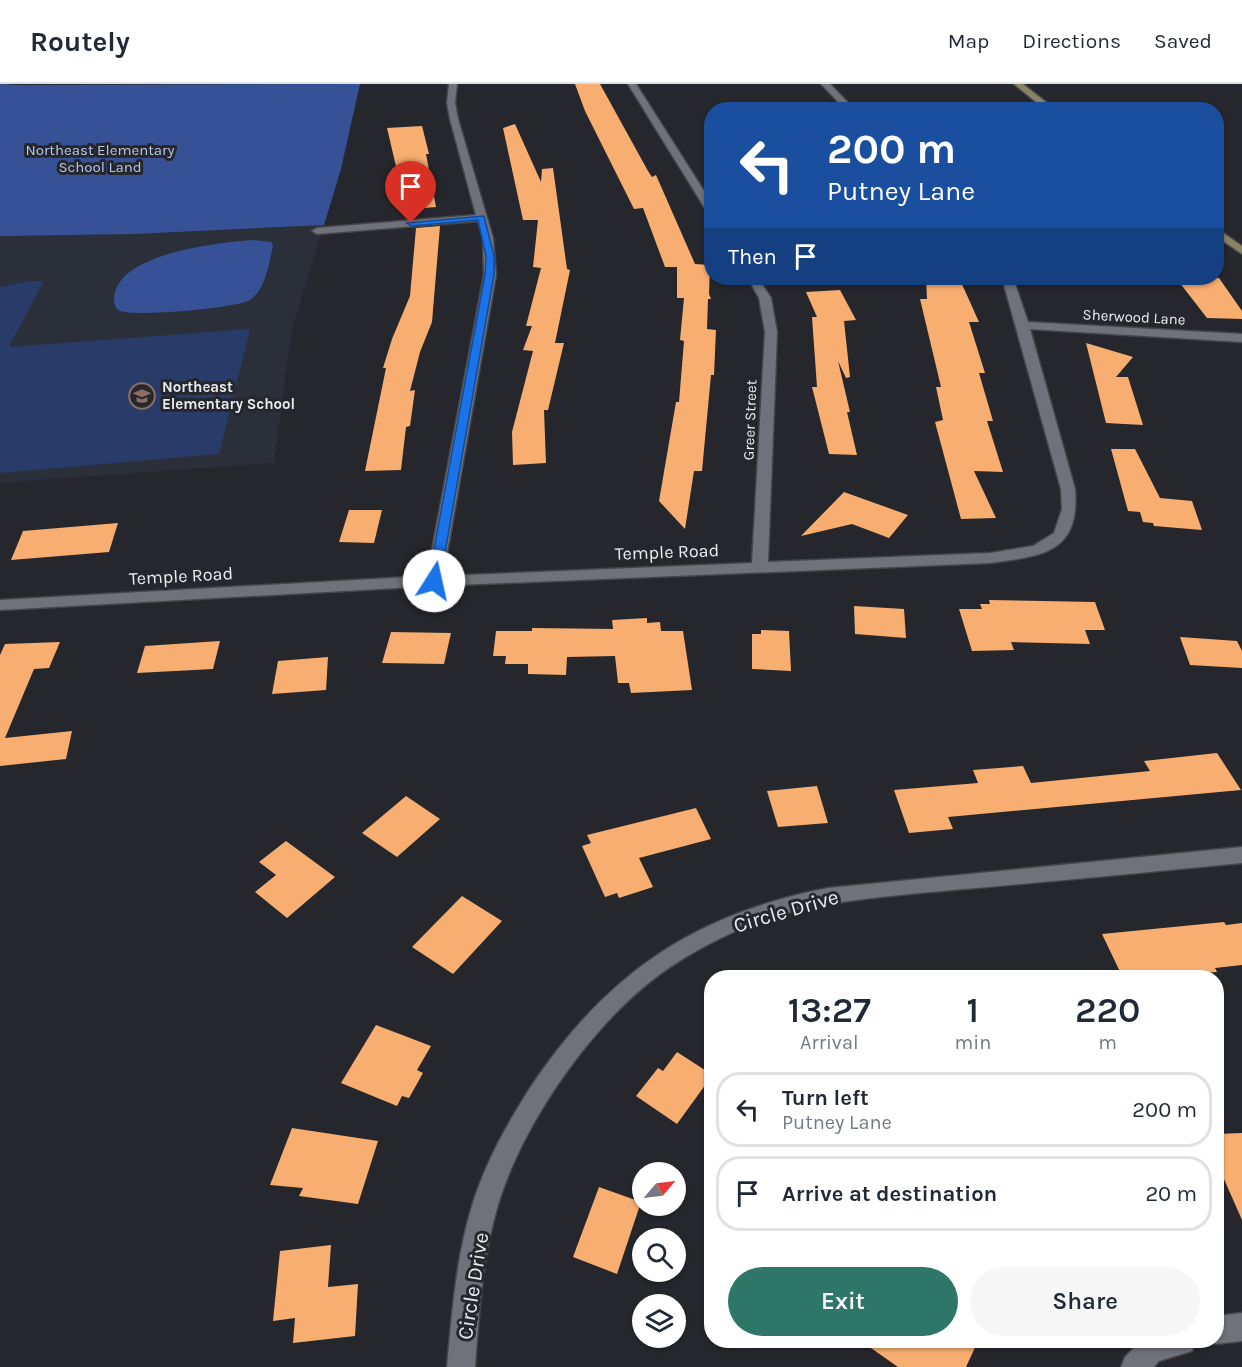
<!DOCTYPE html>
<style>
body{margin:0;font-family:Karla,sans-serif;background:#f6f6f7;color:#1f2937;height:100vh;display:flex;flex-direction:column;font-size:22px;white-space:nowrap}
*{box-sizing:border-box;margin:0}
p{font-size:20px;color:#747a83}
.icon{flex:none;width:33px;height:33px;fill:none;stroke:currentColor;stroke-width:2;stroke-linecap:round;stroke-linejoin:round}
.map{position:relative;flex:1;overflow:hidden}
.drawer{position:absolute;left:704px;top:886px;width:520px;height:378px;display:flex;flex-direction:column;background:#fff;border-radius:24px;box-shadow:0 2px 4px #0004}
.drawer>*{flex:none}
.hud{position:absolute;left:704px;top:18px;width:520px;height:183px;border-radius:24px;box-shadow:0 2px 4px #0004;background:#1a4fa0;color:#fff;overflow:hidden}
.needle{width:39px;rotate:62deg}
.tools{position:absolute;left:632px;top:1078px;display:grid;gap:12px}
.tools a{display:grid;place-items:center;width:54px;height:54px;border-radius:50%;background:#fff;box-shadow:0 2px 4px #0004;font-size:30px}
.pin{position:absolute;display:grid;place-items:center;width:51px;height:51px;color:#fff;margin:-62px -26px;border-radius:50% 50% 50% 0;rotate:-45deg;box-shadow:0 0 6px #0007}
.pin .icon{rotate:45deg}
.me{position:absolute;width:66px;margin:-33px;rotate:10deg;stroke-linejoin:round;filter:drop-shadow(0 0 4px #0008)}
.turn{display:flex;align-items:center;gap:21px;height:126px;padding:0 24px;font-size:27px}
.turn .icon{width:78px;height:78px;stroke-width:2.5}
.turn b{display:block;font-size:42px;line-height:51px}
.then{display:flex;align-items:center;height:57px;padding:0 24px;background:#0003;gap:12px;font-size:22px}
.eta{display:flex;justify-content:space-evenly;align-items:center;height:102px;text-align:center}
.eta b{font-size:36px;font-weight:600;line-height:42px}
.button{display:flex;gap:12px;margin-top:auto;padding:12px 24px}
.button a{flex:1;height:69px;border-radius:36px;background:#2e7667;color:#fff;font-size:24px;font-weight:600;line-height:69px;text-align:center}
.button a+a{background:#f6f6f7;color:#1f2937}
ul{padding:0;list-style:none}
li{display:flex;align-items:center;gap:18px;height:75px;margin:0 12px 9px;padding:0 12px;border:3px solid #e0e1e3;border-radius:24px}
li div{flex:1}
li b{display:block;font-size:22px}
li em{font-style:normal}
header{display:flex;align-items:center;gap:36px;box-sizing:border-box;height:84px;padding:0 30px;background:#fff;border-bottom:2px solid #e0e1e3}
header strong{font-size:28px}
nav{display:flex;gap:33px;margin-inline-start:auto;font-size:21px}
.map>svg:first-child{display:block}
.built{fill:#2a2f39}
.green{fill:#293b69}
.forest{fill:#365196}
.building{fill:#f8ae70}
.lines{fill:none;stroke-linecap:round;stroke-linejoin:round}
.street-casing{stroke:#434549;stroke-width:3}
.secondary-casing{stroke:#434549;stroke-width:3}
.street{fill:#6f7278;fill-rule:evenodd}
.secondary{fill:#898264;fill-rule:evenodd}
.route{fill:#1a73e8;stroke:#114b97;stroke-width:1.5}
.labels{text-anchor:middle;stroke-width:6;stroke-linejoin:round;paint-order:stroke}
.far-park-label{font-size:15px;fill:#b6c8f0;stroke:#25272c}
.far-street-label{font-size:15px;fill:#eaecef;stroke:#25272c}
.far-poi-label{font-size:15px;font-weight:bold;fill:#eaecef;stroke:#25272c;text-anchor:start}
.street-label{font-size:18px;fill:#eaecef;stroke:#25272c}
.near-street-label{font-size:21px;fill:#eaecef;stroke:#25272c}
</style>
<header>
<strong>Routely</strong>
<nav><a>Map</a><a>Directions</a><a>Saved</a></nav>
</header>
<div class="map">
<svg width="1242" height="1283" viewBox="0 0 1242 1283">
<rect width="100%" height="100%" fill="#25272c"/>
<path class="built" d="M324,141L292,245L274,379L0,399V151L135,150Z"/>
<path class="green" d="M30,197H44L9,263L250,245L219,370L0,389V203Z"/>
<g class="forest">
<path d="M0,0L20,1L360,0L341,85L324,141L135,150L2,152L0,151Z"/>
<path d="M254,156L271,158L273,162C269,179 266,205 250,216C238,224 128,234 118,226C114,222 113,215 115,209C123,169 220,158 254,156Z"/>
</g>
<g class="building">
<path d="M575,0H600L648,87L652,93L656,91L695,180L710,181L709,210L711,215H708L707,245L716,246L714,291H711L702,387H694L685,445L659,417L676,318H679L684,257L680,256L684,214H677V183H665L643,124L634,125L585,27Z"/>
<path d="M515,40L541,98L542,85L553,84L567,185L570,186L555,259H564L548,326H544L546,379L513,381L512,348L533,267L523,266L532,242H526L541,184L533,183L538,136H523L503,44Z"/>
<path d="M422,42L429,70H426L436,123L400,126L396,95H399L387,44Z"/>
<path d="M440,142L432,238L420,268L410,307L415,306L410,342L406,343L401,386L365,387L386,284H383L392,255L410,212L416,144Z"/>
<path d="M926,194H954V198H961L979,238H969L985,289H979L993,337H987L1003,388L974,387L996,434L961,435L935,338L943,336L936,303H941L920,215H927Z"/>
<path d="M1176,194H1219L1242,227V235L1207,234Z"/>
<path d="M840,206L856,236L844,237L850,293L846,294L838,277L850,328H847L857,371L829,370L812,303H817L812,233H817L806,208Z"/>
<path d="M1086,259L1133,273L1116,293H1128L1143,341L1106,339Z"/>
<path d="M1111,365H1135L1160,414L1192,417L1202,446L1154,442L1153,439L1143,438L1140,428L1128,427Z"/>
<path d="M844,408L908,431L889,454L852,440L801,452Z"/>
<path d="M349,426H382L374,459L339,458Z"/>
<path d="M118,439L109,468L11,476L23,447Z"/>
<path d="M989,516L1095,518L1105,546H1085L1090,560L1011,558L1014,566L972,567L959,525H982L980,520H990Z"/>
<path d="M854,522L904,525L906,554L855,550Z"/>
<path d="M647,534V539L660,538L661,547H683L692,606L631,609L629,599H618L615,572L567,573L566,591L528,590V580H505L506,572H493L496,547H532V544L613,545L612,536Z"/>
<path d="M761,546L789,547L791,587L752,585V550H761Z"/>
<path d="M391,548L451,549L444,580L382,579Z"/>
<path d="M1180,553L1237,557L1242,567V584L1190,581Z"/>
<path d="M220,557L213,585L137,589L145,562Z"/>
<path d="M60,558L49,584L34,585L5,654L72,647L66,675L0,682V571L5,560Z"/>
<path d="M328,573L326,606L272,610L278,577Z"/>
<path d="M1217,669L1241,706L948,733L953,745L909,749L894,706L978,699L973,686L1023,682L1031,699L1150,687L1144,677Z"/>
<path d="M817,702L828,739L778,743L767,707Z"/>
<path d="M406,712L440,735L397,773L362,749Z"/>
<path d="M696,724L711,755L639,774L653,803L619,814L617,809L605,813L582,762L591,759L587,751Z"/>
<path d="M286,757L335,793L287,834L255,808L276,791L259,778Z"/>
<path d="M462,812L502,837L453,890L412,863Z"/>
<path d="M1224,838L1226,841L1242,839V881L1215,884L1217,888L1123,894L1102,850Z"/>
<path d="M376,941L431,962L417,986L423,989L409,1014L402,1012L397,1022L341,999Z"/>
<path d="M677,968L711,990V993L677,1040L636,1012L658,984L663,987Z"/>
<path d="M292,1044L378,1057L358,1120L299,1112L303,1104L270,1101Z"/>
<path d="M1242,1049V1136L1216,1077V1050Z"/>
<path d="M599,1103L641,1118L617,1190L573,1173Z"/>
<path d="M331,1161L328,1203L358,1200L355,1252L293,1259L295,1234L273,1237L280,1167Z"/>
<path d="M861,1257H978L966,1283H898Z"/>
</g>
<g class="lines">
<g class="street-casing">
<g id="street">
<path d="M449,0H457L455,19L458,35L493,154L496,191L443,492L752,479L765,248L759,214L748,194H758L771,214L777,248L768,478L990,469L1033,462L1054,449L1062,425L1061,405L1002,194H1013L1028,238L1242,250V258L1030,245L1075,405C1080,469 1043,472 990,479L434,502L0,526V516L427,492L484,191L483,154L478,137L317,150L312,147L317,144L476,131L450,35L447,19Z"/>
<path d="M628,0H636L711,118V129L706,126Z"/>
<path d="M821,0H830L855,26H846Z"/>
<path d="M1242,763V779C1149,788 1057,797 964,805C901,811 837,815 776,832C731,846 683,871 646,901C584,952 521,1044 498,1121C482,1174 479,1229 475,1283H447C452,1229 456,1174 472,1122C485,1079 508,1038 532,1001C608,888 695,830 828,804Z"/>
<path d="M1242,1229V1257L1216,1260L1210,1257H1216V1232Z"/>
<path d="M1141,1257H1196L1192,1267L1159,1277L1154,1283H1121L1125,1273Z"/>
</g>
</g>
<g class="secondary-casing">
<g id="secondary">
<path d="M1014,0H1023L1056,26H1046Z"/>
<path d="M1216,144L1242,162V170L1216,152Z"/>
</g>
</g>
<use href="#street" class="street"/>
<use href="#secondary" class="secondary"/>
</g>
<path class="route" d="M484,132L494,172V191L440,497L434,501L428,497L485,191L486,172L478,136L411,142L407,139Z"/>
<defs>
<g id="school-ring" transform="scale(1.35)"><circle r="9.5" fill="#25272c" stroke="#8d6e63" stroke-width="1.5"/><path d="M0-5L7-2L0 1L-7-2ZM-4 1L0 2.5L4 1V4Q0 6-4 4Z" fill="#8d6e63"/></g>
</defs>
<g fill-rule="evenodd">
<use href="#school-ring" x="142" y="312"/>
</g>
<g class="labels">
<g class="far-park-label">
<text x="100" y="71">Northeast Elementary<tspan x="100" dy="17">School Land</tspan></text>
</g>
<g class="far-street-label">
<text transform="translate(1134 233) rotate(3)" y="5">Sherwood Lane</text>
<text transform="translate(750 336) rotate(-88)" y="5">Greer Street</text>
</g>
<g class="far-poi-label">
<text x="162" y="308">Northeast<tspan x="162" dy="17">Elementary School</tspan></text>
</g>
<g class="street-label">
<text transform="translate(667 468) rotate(-2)" y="6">Temple Road</text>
<text transform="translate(181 492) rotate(-3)" y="6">Temple Road</text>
</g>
<g class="near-street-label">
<text transform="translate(786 827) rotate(-16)" y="7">Circle Drive</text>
<text transform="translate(473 1202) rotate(-81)" y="7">Circle Drive</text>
</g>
</g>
</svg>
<div class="tools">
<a><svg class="needle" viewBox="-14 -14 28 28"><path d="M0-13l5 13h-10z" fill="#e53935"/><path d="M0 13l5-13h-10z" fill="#747a83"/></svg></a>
<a><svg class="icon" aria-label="search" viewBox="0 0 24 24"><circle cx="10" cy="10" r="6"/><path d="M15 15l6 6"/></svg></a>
<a><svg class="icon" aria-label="layers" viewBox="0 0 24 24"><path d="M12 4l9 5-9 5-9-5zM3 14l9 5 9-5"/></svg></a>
</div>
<div class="pin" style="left:411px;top:139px;background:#d93025"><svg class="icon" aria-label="arrive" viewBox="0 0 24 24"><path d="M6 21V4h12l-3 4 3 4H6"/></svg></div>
<svg class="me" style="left:434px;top:497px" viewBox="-20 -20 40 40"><circle r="19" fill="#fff"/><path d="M0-13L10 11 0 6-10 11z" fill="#1a73e8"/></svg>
<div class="hud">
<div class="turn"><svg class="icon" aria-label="left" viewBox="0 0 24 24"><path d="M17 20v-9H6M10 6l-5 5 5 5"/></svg><div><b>200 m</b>Putney Lane</div></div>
<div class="then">Then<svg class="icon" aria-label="arrive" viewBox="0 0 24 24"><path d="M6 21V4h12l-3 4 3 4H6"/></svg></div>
</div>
<section class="drawer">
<div class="eta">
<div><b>13:27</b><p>Arrival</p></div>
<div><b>1</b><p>min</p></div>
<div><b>220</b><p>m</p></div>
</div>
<ul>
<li><svg class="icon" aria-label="left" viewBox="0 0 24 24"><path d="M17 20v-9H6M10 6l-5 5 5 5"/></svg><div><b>Turn left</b><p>Putney Lane</p></div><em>200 m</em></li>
<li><svg class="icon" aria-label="arrive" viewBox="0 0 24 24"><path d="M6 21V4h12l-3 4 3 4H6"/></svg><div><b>Arrive at destination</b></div><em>20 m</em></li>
</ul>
<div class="button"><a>Exit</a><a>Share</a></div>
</section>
</div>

Task directions: Return every line in the records that includes the string "hidden".

Reply to the exercise:
.map{position:relative;flex:1;overflow:hidden}
.hud{position:absolute;left:704px;top:18px;width:520px;height:183px;border-radius:24px;box-shadow:0 2px 4px #0004;background:#1a4fa0;color:#fff;overflow:hidden}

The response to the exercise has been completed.